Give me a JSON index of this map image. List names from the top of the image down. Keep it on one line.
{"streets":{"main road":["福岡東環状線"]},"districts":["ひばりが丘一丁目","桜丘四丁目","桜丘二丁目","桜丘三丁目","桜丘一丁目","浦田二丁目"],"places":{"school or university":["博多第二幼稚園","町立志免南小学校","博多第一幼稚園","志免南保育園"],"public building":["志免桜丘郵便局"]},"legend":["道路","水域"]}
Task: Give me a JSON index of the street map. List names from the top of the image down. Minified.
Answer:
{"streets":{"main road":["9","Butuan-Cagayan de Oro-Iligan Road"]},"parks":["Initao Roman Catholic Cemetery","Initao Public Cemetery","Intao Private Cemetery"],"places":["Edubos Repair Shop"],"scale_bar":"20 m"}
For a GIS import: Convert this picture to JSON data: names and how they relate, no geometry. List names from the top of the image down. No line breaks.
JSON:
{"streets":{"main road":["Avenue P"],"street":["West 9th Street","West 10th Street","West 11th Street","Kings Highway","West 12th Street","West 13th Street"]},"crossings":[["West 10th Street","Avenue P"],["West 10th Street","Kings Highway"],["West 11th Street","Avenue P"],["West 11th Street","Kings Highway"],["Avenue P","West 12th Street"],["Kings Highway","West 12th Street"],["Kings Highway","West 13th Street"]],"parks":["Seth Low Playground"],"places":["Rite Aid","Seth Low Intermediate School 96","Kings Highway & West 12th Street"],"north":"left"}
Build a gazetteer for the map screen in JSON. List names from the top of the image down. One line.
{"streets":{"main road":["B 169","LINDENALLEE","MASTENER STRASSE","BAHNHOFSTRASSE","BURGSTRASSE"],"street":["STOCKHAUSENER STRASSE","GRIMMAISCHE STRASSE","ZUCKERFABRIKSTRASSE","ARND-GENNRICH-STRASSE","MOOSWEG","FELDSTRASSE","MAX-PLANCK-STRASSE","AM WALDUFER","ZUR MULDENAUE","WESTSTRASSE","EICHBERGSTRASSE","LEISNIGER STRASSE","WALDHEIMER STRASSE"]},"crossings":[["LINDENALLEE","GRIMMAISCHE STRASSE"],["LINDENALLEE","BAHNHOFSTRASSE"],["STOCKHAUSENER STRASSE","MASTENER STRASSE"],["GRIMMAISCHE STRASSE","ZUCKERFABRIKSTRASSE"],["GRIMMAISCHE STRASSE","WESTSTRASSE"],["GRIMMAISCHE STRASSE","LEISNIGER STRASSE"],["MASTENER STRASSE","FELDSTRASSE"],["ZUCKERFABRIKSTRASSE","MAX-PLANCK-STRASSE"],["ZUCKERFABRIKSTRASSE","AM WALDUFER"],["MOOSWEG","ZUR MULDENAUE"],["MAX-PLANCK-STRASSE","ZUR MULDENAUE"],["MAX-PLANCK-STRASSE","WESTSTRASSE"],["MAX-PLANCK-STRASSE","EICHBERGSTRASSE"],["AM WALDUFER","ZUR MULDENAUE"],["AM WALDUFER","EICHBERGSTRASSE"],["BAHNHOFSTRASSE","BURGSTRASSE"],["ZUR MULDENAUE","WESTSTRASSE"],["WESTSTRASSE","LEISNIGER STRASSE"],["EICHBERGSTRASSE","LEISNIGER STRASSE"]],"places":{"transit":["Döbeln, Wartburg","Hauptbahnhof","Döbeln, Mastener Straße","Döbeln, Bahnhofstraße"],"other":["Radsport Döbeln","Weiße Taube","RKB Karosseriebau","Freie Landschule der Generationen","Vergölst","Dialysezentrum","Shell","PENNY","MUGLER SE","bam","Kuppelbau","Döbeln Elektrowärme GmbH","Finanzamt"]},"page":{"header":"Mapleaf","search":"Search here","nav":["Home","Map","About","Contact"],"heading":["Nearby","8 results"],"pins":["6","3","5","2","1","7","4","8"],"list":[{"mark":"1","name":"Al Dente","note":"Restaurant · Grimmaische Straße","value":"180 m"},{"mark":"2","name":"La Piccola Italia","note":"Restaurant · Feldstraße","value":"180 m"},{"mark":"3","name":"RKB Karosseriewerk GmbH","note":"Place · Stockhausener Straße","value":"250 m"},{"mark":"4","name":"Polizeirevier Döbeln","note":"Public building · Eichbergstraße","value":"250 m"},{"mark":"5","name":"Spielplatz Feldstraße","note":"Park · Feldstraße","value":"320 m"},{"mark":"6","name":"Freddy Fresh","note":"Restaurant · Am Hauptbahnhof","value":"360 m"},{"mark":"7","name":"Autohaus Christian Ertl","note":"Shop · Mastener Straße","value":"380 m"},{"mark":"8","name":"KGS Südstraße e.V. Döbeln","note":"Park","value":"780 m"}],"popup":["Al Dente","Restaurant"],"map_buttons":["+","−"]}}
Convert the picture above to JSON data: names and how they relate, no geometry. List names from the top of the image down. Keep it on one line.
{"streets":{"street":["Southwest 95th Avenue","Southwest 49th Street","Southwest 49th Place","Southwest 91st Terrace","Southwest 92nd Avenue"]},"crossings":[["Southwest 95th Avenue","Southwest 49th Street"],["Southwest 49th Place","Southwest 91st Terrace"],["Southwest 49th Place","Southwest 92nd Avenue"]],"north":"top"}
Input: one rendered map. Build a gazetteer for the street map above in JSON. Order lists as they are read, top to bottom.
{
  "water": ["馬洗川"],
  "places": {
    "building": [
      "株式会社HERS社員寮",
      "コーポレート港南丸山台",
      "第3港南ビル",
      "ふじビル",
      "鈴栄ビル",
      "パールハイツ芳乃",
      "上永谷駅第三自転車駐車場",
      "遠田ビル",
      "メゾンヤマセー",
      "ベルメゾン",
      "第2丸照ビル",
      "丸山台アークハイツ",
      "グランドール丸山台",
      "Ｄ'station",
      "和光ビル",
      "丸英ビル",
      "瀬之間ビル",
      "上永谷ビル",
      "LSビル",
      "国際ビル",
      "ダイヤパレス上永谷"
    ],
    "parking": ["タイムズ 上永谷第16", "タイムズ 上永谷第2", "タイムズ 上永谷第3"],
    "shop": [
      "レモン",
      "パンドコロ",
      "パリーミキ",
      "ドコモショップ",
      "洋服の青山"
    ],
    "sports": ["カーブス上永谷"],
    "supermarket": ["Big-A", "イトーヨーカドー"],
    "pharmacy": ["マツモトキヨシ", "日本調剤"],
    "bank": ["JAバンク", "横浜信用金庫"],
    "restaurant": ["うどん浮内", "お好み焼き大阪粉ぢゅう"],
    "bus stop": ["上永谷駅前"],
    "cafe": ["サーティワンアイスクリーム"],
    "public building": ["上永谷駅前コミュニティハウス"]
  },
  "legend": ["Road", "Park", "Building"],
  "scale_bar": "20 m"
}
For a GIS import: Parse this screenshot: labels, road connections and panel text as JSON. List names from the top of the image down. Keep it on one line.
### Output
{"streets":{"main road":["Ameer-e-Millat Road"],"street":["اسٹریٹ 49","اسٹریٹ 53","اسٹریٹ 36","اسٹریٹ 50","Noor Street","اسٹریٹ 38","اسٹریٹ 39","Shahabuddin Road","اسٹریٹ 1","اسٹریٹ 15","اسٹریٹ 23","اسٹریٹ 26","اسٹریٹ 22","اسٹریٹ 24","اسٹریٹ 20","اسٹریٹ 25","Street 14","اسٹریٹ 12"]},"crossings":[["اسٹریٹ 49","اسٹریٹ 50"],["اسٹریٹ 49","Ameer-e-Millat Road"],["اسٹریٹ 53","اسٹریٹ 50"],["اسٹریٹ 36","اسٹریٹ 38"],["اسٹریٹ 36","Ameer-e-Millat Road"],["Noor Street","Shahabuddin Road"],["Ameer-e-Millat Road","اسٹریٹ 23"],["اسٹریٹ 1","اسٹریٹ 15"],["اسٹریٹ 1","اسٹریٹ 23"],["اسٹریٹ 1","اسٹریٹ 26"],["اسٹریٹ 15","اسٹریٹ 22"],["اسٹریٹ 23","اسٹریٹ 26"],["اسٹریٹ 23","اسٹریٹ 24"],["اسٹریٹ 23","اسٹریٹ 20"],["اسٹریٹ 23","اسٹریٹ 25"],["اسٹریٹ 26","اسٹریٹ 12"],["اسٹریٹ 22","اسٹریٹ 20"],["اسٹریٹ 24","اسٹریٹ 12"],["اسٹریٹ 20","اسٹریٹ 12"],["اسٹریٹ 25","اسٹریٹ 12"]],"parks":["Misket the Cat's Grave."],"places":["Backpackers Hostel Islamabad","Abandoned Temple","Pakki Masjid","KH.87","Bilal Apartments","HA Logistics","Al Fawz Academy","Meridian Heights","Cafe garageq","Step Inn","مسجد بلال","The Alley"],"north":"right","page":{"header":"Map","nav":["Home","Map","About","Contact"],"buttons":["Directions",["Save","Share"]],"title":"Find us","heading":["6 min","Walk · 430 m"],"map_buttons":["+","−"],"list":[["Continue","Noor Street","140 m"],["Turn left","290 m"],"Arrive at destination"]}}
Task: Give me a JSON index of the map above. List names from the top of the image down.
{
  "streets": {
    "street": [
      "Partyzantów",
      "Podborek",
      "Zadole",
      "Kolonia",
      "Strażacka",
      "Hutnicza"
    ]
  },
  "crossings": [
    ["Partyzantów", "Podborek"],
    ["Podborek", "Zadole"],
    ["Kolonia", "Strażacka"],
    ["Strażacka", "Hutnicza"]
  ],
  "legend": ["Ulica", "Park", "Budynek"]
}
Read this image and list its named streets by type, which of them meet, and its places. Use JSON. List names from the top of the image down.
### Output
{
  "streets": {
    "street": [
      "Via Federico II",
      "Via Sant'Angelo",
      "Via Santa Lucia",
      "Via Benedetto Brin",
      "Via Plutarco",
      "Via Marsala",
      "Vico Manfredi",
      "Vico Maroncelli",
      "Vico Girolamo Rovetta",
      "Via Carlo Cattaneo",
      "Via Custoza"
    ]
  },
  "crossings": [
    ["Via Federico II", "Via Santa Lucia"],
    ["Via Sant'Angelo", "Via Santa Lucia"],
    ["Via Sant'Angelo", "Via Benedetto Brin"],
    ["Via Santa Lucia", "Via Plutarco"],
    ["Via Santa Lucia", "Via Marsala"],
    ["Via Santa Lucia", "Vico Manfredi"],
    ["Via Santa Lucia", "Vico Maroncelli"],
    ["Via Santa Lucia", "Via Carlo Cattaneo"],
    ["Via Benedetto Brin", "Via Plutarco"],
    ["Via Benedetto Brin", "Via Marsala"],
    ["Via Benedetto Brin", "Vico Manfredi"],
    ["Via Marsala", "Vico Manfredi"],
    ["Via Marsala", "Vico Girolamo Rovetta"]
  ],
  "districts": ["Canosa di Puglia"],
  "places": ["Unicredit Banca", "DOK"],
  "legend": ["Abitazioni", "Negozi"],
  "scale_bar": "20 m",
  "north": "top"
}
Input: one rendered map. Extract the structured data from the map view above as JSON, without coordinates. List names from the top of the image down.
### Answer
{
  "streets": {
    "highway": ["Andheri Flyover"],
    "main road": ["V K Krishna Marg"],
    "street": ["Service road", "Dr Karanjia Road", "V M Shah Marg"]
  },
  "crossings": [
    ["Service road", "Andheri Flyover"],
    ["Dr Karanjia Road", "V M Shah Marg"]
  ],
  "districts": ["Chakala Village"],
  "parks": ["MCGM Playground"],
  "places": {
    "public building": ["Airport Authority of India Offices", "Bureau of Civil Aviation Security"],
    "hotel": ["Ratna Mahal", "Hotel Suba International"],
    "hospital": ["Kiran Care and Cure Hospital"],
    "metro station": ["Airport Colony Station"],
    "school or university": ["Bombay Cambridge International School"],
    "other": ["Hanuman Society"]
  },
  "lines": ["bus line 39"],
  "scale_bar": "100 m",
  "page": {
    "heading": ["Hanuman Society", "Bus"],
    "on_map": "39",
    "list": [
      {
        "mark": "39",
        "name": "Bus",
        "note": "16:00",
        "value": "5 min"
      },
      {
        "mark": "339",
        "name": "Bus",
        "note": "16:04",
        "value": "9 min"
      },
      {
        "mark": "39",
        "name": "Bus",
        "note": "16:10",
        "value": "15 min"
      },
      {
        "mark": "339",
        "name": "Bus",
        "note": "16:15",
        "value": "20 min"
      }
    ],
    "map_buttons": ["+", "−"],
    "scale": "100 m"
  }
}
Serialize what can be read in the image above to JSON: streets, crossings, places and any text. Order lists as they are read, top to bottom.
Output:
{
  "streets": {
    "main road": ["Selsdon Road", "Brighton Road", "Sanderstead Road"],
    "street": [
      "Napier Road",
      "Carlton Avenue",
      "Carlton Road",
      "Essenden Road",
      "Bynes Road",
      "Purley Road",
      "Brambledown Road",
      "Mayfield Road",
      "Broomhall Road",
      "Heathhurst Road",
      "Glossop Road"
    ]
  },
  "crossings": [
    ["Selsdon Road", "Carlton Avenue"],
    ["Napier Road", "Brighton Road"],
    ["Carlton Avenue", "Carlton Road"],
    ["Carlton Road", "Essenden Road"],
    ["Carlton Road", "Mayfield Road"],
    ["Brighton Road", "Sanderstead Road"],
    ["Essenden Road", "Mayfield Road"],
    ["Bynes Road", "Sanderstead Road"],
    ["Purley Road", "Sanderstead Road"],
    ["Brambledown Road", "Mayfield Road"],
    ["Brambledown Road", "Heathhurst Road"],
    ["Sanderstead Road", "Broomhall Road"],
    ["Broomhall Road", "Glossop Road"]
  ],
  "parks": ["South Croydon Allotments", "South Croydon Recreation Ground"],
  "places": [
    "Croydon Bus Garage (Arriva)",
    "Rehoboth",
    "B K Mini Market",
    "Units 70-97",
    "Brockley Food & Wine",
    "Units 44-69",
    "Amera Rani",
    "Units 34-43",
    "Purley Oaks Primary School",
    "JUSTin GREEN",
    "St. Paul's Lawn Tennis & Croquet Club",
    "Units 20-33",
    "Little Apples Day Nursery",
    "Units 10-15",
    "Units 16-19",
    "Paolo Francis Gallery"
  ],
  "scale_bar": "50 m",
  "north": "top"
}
##############################
Exercise goal: When a line of the material holds "Santa", count it once, and then give the final number alone.

Result of the task: 8